Бабушка, торжественная, в темном, пахнущем нафталином платье, сидела в кресле с величавым лицом прародительницы, готовясь к ниспосланному Богом свиданию, и ее губы беззвучно шевелились, словно она читала молитву. Мать подходила к ней, испрашивала тот или иной совет, касавшийся изготовления лапши, толстотелых пирогов с капустой и яблоками, а также клюквенного мусса, именовавшегося в семье на немецкий манер – «Химмельшпайзе». Наклонялась к бабушке, расправляла ее белый кружевной воротник, купленный когда-то в Париже.

– Ну что, пора, – мать в который раз посмотрела на часы, обращаясь к Коробейникову, – поезжай в аэропорт, а то, чего доброго, опоздаешь.

По дороге, сидя за рулем Строптивой Мариетты, он пребывал в сладостном предвкушении встречи, один из немногих, кто продлил на земле некогда плодовитый род. Поколение бездетных дедов и бабок поредело в тюрьмах и ссылках, в изгнании и в изнеможении невыносимых лет. В следующем звене род окончательно обмелел и выродился – не вернулся с войны, сгинул в лазаретах, в женской своей половине не обзавелся женихами, чьи молодые кости умостили поля сражений от Волги до Одера. В его, Коробейникова, жизни род сузился до робкого ручейка, струящегося в хрупком русле под бережной опекой мамы и бабушки. И только рождение двух его детей, его деятельная чадолюбивая жена Валентина вселяли надежду, что род не иссякнет. Слившись с другим обмелевшим родом, начнет прибывать, наполняться жизнью.

Он ехал в аэропорт Шереметьево, вспоминая любимых стариков, тех, которых застал, и тех, кого знал по старинным фотографиям в альбоме. И эти воспоминания были связаны с несомненным добром и светом, были из области абсолютной любви, в которой очищались и спасались его душа и память. Таинственная австралийская гостья уже была им любима, причислена к сонму родовых святых, в кого превратила семейная религия исчезнувших пращуров.

Он оставил «москвич» на стоянке и сквозь окно аэропорта смотрел на просторное зеленое поле с каменным, напоминавшим цветок сооружением, куда причаливали утомленные заморскими перелетами лайнеры, своими силуэтами, размерами, цветными клеймами отличные от знакомых советских марок.

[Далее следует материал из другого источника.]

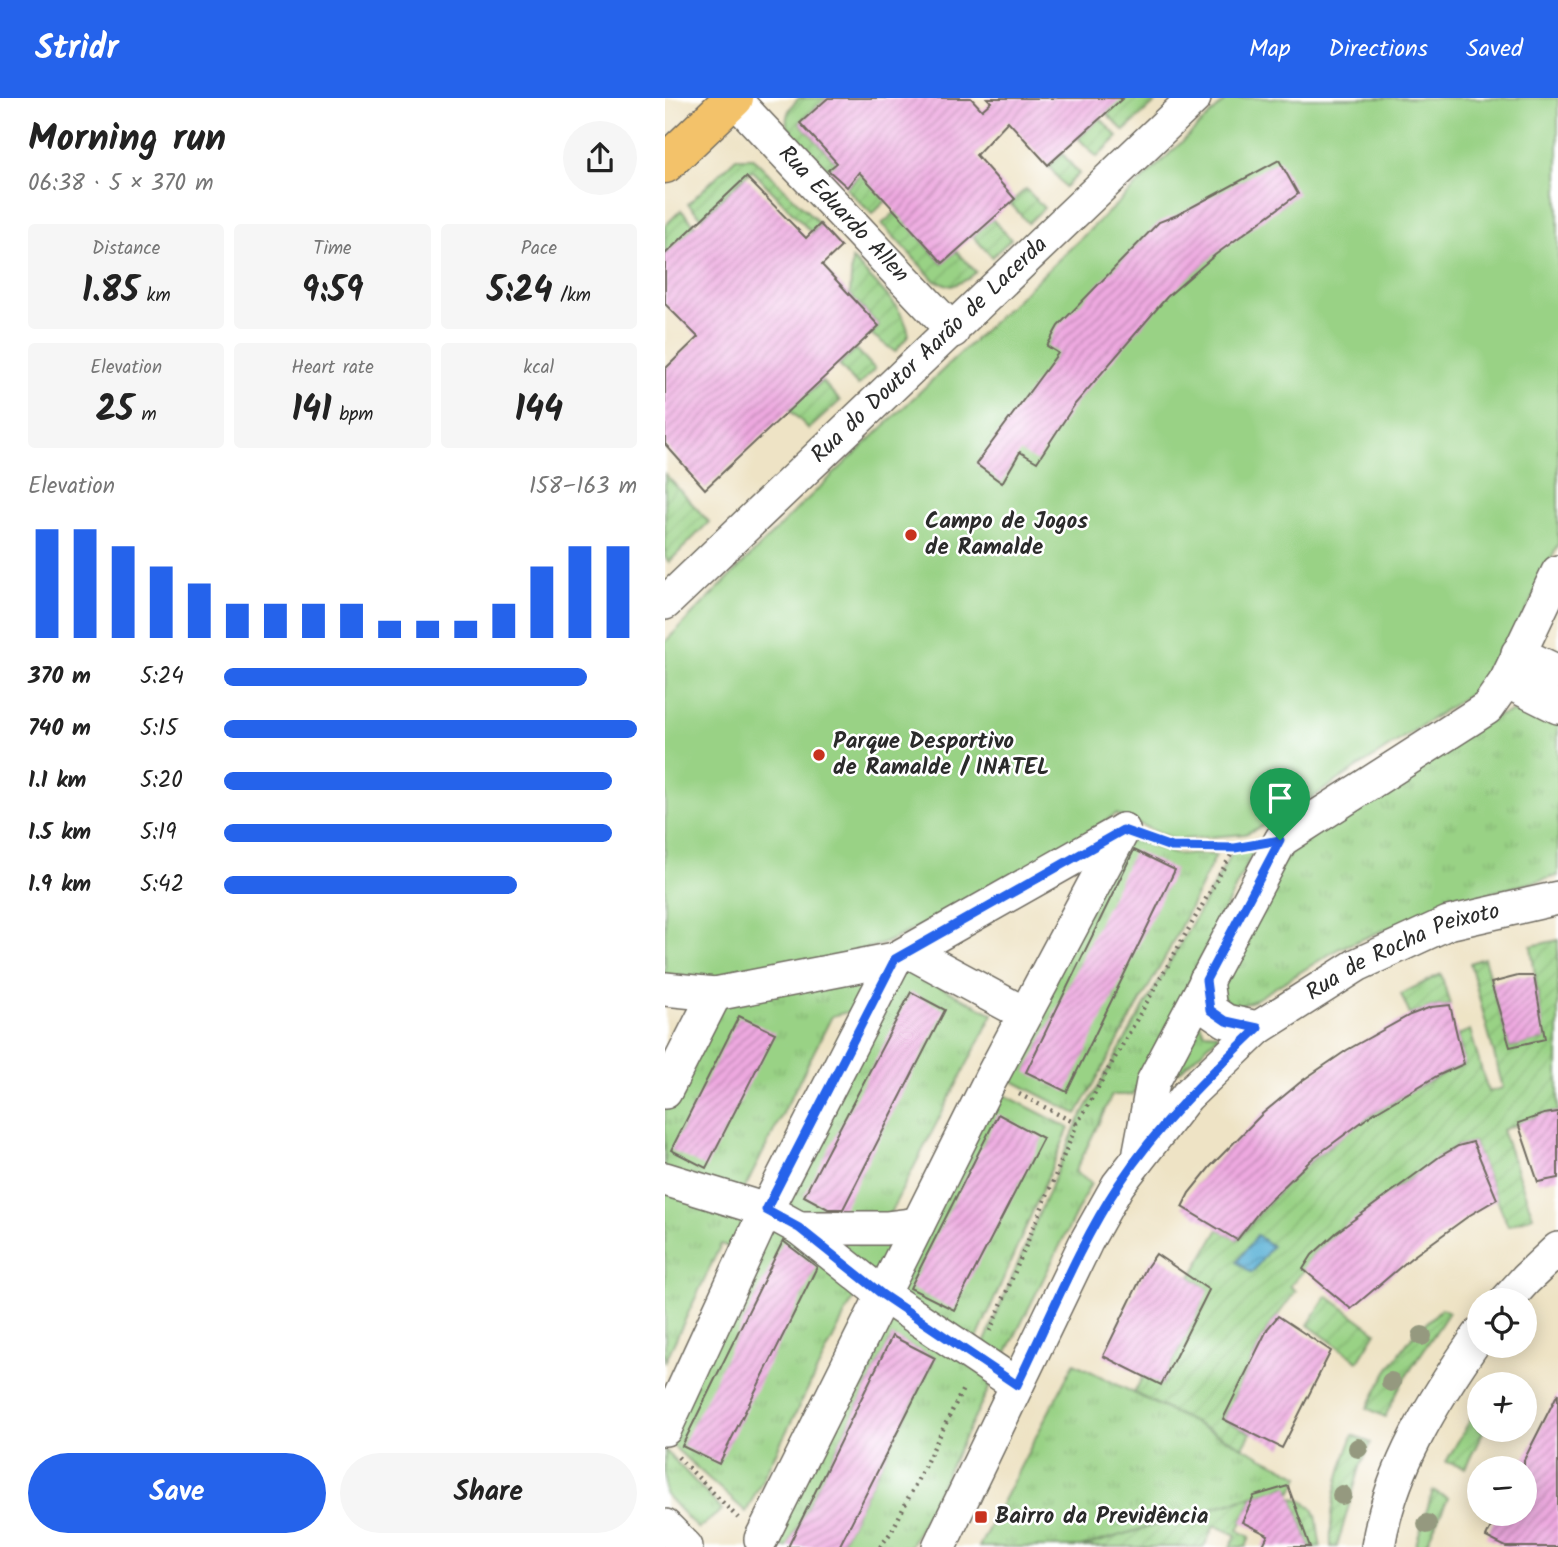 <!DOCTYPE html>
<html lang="en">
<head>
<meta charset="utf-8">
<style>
  :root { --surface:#fff; --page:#f6f6f6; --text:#222; --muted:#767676; --accent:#2563eb }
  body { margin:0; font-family:Kalam,sans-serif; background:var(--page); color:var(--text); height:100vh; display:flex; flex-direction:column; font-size:26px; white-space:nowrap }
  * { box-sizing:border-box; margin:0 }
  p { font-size:23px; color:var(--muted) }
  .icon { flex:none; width:38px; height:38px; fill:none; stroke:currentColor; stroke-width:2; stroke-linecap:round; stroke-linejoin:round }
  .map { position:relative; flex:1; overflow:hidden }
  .sheet { display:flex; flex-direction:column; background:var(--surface); width:665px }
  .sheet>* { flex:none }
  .tools { position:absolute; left:802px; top:1190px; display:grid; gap:14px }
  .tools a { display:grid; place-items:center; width:70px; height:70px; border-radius:50%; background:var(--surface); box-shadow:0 4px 18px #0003; font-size:35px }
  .pin { position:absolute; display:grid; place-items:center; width:60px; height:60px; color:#fff; margin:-72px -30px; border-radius:50% 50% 50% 0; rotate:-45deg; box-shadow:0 0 7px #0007 }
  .pin .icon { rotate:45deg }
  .round { display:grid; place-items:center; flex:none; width:74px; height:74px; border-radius:37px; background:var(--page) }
  .summary { display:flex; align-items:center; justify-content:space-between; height:119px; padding:0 28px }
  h1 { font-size:38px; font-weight:700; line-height:52px }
  .figures { display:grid; grid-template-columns:repeat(3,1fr); gap:10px; height:119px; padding:7px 28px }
  .figures div { display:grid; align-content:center; border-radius:7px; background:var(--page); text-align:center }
  .figures b { font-size:35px; font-weight:700 }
  .figures small { font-size:19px; font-weight:400 }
  .figures p { font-size:19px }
  .chart { height:196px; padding:14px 28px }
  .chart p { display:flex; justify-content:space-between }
  .chart svg { width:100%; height:126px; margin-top:7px; stroke:var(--accent); stroke-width:6 }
  .primary-button { display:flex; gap:14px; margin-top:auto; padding:14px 28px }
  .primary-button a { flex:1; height:80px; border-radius:42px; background:var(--accent); color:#fff; font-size:28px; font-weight:700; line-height:80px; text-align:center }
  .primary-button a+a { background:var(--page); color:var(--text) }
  ul { padding:0 28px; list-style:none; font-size:23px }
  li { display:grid; grid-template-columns:112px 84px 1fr; align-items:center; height:52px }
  li i { height:18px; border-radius:9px; background:var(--accent) }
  header { display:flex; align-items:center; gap:42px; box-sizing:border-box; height:98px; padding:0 35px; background:var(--accent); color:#fff }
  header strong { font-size:33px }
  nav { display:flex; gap:38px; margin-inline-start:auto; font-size:24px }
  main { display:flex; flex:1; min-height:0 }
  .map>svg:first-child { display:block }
  .grass { fill:url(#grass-tufts); stroke:#627e58; stroke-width:2 }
  .garden { fill:url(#garden-furrows); stroke:#627e58; stroke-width:2 }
  .pitch { fill:#99d285; stroke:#627e58; stroke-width:2 }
  .water { fill:url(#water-waves); stroke:#426e80; stroke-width:2 }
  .building { fill:url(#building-hatch) }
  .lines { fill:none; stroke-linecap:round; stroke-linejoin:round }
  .minor-casing { stroke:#6f6b61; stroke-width:36 }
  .major-casing { stroke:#6f6b61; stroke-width:41 }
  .path { stroke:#6f6b61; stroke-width:4.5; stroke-dasharray:2 5; stroke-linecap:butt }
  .minor { stroke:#fff; stroke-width:33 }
  .major { stroke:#f3c26a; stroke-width:38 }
  .tree { fill:#95997f }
  .route-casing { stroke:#fff; stroke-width:14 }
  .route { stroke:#2563eb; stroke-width:9 }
  .poi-dot { fill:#c8321e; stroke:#fff; stroke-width:2.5 }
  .labels { text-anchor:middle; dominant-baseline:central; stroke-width:5; stroke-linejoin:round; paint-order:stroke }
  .street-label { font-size:23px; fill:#2b2b2b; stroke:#fff }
  .poi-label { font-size:23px; font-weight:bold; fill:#2b2b2b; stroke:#fff; text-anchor:start }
</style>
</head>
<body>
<header>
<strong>Stridr</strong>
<nav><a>Map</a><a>Directions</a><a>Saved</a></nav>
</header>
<main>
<section class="sheet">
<div class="summary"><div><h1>Morning run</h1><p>06:38 · 5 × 370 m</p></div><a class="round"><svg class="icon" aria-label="share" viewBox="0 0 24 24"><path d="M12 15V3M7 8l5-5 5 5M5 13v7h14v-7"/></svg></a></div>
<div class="figures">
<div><p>Distance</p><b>1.85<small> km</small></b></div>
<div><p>Time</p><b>9:59</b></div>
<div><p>Pace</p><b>5:24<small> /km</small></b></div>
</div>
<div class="figures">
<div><p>Elevation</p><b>25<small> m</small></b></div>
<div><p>Heart rate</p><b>141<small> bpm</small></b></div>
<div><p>kcal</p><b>144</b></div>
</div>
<div class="chart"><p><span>Elevation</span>158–163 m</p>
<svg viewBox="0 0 160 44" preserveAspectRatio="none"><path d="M5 44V6M15 44V6M25 44V12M35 44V19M45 44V25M55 44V32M65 44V32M75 44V32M85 44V32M95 44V38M105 44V38M115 44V38M125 44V32M135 44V19M145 44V12M155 44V12"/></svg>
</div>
<ul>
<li><b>370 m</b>5:24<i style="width:88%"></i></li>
<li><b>740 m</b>5:15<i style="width:100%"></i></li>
<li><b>1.1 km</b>5:20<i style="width:94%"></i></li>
<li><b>1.5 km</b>5:19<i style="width:94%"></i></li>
<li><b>1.9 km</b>5:42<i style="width:71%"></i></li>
</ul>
<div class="primary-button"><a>Save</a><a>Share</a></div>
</section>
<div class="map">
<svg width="893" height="1449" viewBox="0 0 893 1449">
  <defs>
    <pattern id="grass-tufts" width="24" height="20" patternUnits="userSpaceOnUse" patternTransform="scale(1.75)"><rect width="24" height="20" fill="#99d285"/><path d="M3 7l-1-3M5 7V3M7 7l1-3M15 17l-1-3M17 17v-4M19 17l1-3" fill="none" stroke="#84b473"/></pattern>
    <pattern id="garden-furrows" width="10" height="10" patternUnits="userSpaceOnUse" patternTransform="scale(1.75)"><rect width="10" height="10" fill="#99d285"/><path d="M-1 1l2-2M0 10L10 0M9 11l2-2" fill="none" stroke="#84b473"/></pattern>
    <pattern id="water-waves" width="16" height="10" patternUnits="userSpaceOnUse" patternTransform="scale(1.75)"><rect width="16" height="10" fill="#59b0d6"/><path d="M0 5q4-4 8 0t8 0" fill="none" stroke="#4a8fae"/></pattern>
    <pattern id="building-hatch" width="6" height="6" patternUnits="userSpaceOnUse" patternTransform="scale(1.75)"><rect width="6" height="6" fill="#eea9e0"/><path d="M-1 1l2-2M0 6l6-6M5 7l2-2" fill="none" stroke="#c18ab6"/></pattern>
  </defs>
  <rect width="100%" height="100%" fill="#fff"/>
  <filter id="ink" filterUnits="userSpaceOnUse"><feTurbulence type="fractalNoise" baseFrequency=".0143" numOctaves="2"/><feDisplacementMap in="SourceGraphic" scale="14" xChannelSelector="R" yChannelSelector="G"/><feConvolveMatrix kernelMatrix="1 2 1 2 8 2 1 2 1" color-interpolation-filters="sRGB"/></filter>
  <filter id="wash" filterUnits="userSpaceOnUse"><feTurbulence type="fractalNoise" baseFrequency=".00686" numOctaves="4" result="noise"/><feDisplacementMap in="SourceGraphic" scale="28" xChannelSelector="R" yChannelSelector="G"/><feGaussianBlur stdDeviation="1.57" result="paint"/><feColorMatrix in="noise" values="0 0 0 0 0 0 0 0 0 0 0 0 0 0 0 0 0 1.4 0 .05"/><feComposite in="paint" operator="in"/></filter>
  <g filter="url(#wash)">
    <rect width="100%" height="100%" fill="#eee3c5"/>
    <g class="grass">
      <path d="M856,611L893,623V778L784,805L673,851L588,903L574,908L560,903L554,893L618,762L660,727L829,619Z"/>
      <path d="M459,738L509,756L551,757L500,860L412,1016L334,976Z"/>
      <path d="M570,750H590L468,997H447L410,1074L426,1085L335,1268L315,1255L412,1026Z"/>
      <path d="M235,868L328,916L221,1123L132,1113L113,1100Z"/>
      <path d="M200,874L208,887L197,910L167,918L78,1094L0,1072V1006L54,901Z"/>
      <path d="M534,924L539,934L552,935L553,938L514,974L510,971Z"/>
      <path d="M326,990L404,1030L308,1250L226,1194Z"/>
      <path d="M0,1091L83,1115L66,1150L56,1146L0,1264Z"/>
      <path d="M101,1123L194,1189L81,1414L0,1341Z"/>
      <path d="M240,1135L215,1187L160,1138Z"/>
      <path d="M213,1216L276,1248L327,1284L245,1449H174L270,1260L227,1239L123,1449H96Z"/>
      <path d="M409,1265L635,1378L626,1395L622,1388L416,1449H314Z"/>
      <path d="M0,1352L57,1412L33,1431L0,1396Z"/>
    </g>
    <g class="garden">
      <path d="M134,0H163L135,25L172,65L163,72L122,29C120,16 125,9 134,0Z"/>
      <path d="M456,0H495L459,33L441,15Z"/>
      <path d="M435,20L453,39L432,59L413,40Z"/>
      <path d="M231,41L222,102L207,116L181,90Z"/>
      <path d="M397,55L414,76L400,89L383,67Z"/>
      <path d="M71,60H88L155,126L146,134L87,72L37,120L23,106Z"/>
      <path d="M361,91L379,110L363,125L345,105Z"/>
      <path d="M16,112L88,191L87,234L143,296L157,283L175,303L144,331L73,260L0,156V128Z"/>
      <path d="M232,113L277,165L291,153L311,174L303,181L287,188L270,183L217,126Z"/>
      <path d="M327,121L346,141L327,159L308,138Z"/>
      <path d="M187,161C206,182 240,209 244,237L230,254L206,236L214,228L185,197Z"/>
      <path d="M191,251L210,271L193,288L174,267Z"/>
      <path d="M0,376L44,424L4,464L0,459Z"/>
      <path d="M893,842V1014L879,1016L837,1032L868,1118L843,1128L808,1044L793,1048L774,1059L672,1135L625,1188L631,1193L603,1230L558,1321L586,1335L578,1349L469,1295L478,1278L497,1286L543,1192L526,1179L554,1131L573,1142C631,1064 711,1006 799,966L793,937L805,932L823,994L838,990L805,865L819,860L845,949L879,941L866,848Z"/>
      <path d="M776,876L785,907L766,909L745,917L736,896Z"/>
      <path d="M662,1198L711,1234L693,1263L643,1227Z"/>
      <path d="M777,1210L784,1214L738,1283L720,1319L702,1310L722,1273L746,1240Z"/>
      <path d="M814,1307V1332H819L800,1370L781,1364Z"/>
      <path d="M688,1337L706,1345L695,1369L672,1449H666C664,1408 674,1374 688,1337Z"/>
      <path d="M768,1393L783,1400L760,1449H750Z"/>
      <path d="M589,1398L573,1432L585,1439L581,1449H565L571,1437L549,1427L539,1449H416Z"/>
      <path d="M627,1399C660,1410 649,1422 656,1449H645Z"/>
    </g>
    <path class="pitch" d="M563,0H893V447L829,580L616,720L580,736L510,742L451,716L342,787L218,846L134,869L45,880L0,877V544L130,413Z"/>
    <path class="water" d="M592,1137L607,1148L587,1175L572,1164Z"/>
    <g id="blocks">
      <g class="building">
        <path d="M163,0H306L317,12L326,4L322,0H458L383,67L343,23L311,57L350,101L278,165L194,74L182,89L163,72L172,65L135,25Z"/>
        <path d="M614,62L633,96L550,157L502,199L410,306L372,364L355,354L337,385L311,366L393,255L382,248L393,228L494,124L512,117Z"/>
        <path d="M81,79L141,140L155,126L176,149L157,167L214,228L40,391L0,346V271L33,239L0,206V156Z"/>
        <path d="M469,752L510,772L402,994L361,974Z"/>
        <path d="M853,878H869L880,941L845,949L826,885Z"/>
        <path d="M246,894L280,912L178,1111H163L139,1098Z"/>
        <path d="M785,907L799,966L772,978L709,1015L648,1060L597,1110L572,1142L517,1109L524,1095L545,1069L597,1016L638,982L682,952L745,917L766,909Z"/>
        <path d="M74,918L110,935L41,1070L6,1052Z"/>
        <path d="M893,1014V1080L873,1084L853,1025L879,1016Z"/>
        <path d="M333,1016L378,1040L289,1212L245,1190Z"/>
        <path d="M808,1044L832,1101L805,1117L746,1160L686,1211L638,1171L647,1157L672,1134L774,1059L793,1048Z"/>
        <path d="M118,1143L152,1169L54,1366L17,1348Z"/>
        <path d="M491,1156L544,1192L496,1287L438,1258L481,1170Z"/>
        <path d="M613,1218L666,1253L617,1350L558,1321L603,1230Z"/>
        <path d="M227,1238L270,1260L174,1449H123Z"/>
        <path d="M893,1295V1449H841L821,1439L832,1416H859V1362Z"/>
        <path d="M623,1388L645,1449H597L603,1437L577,1424L589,1398Z"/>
      </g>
    </g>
  </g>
  <g filter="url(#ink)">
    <use href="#blocks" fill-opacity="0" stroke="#6f6b61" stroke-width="2"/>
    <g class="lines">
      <defs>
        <g id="minor">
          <path id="s1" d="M69,1L288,233"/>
          <path id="s2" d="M0,505L529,0"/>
          <path d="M853,555L893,574"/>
          <path d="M841,583L893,609"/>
          <path d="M245,854L360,916"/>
          <path d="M541,882L545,912L561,923L593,930"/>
          <path d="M0,891L50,896L230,861L458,732"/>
          <path d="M0,994L50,896"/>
          <path d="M475,1053L488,984L616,742L822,610L841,583L893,474"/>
          <path d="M0,1081L101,1112L134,1130L218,1197L352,1287"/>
          <path d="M134,1130H221L253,1126"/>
          <path d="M842,1202L861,1181L893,1151"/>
          <path d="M0,1331L101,1112L230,861"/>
          <path d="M0,1428L21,1449"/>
          <path d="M96,1441L325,982L458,732"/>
          <path id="s3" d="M274,1449L421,1144L453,1087L522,998L593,930L692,867L783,825L893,800"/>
          <path d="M713,1449C725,1371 770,1300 814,1237"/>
        </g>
        <path id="major" d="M0,66L69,0"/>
      </defs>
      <use href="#minor" class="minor-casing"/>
      <use href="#major" class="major-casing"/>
      <g class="path">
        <path d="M485,741L506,749L570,750"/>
        <path d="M354,996L412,1026"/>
        <path d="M325,1233L412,1026L570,750"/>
        <path d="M13,1359L73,1420"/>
        <path d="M215,1449L227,1433L299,1289"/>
      </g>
      <use href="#minor" class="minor"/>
      <use href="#major" class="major"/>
    </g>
    <g class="tree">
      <circle cx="757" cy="1238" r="10"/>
      <circle cx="726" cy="1284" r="10"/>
      <circle cx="693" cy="1350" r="10"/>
      <circle cx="677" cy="1397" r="10"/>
      <circle cx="762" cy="1426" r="10"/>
    </g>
  </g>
  <g class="lines" filter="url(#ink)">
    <defs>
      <path id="route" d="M458,732L506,749L570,750L615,742L541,882L545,912L561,923L593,930C542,979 493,1027 454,1086C413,1148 385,1220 352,1287L218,1197L134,1130L101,1112L230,861Z"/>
    </defs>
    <use href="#route" class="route-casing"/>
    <use href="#route" class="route"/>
  </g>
  <g class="poi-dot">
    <circle cx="246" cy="437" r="7"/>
    <circle cx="154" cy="657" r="7"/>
    <rect x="309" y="1412" width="14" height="14" rx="3.5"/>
  </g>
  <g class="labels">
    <g class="street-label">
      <text stroke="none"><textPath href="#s1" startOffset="159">Rua Eduardo Allen</textPath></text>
      <text stroke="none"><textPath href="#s2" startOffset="366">Rua do Doutor Aarão de Lacerda</textPath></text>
      <text stroke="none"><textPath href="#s3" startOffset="780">Rua de Rocha Peixoto</textPath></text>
    </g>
    <g class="poi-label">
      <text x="260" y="424">Campo de Jogos<tspan x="260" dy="26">de Ramalde</tspan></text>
      <text x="168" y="644">Parque Desportivo<tspan x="168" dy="26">de Ramalde / INATEL</tspan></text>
      <text x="330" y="1419">Bairro da Previdência</text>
    </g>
  </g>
</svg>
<div class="tools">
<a><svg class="icon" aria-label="locate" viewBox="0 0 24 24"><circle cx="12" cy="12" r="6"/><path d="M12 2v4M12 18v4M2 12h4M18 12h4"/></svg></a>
<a>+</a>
<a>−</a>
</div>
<div class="pin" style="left:615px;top:742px;background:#1e9e55"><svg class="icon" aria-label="arrive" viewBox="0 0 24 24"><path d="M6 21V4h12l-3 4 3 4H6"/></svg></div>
</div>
</main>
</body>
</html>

Вслушивался в мегафонные объявления на русском и английском, ожидал прибытия рейса из Сиднея. И когда наконец над полем снизилась большая, похожая на летающую корову машина с отвислым брюхом и тяжелыми, словно вымя, двигателями, он угадал самолет из Австралии и представил, как устало сидит в кресле пожилая женщина, повторявшая тетю Веру чертами фамильного сходства.

Он толкался в толпе встречающих, отделенный перегородками, стенками, поручнями от далеких, клубящихся пассажиров, над которыми совершалась продолжительная и мучительная процедура. Сначала их ярко освещали и долго, недоверчиво рассматривали из-под колышков жесткие глаза пограничников, перелистывавших паспорта с чужими гербами, доводя встревоженных визитеров почти до обморока. Затем они бестолково вылавливали на конвейере свои переполненные тюки и огромные кожаные чемоданы с колесиками и волокли их к таможенным пунктам, где подозрительные чиновники в форме рылись в дамском белье, вспарывали упаковку «кассетников», вываливали на пластмассовые столы ворохи диковинных заморских изделий, пугая хозяев резкими, на плохом английском вопросами. Их подвергали дезинфекции, карантину, термической и химической обработкам, помещая то в огненную печь, то в морозильник, уничтожая принесенные вирусы, тлетворные вещества, предохраняя от заражения здоровую, не подверженную заболеваниям землю, куда те явились. По одному, стерилизованных, сквозь узкие турникеты, их выпускали наконец в зал аэропорта, соединяя с огромными пространствами загадочной, между трех океанов, страны, где им никогда не достичь тех целей, ради которых они явились.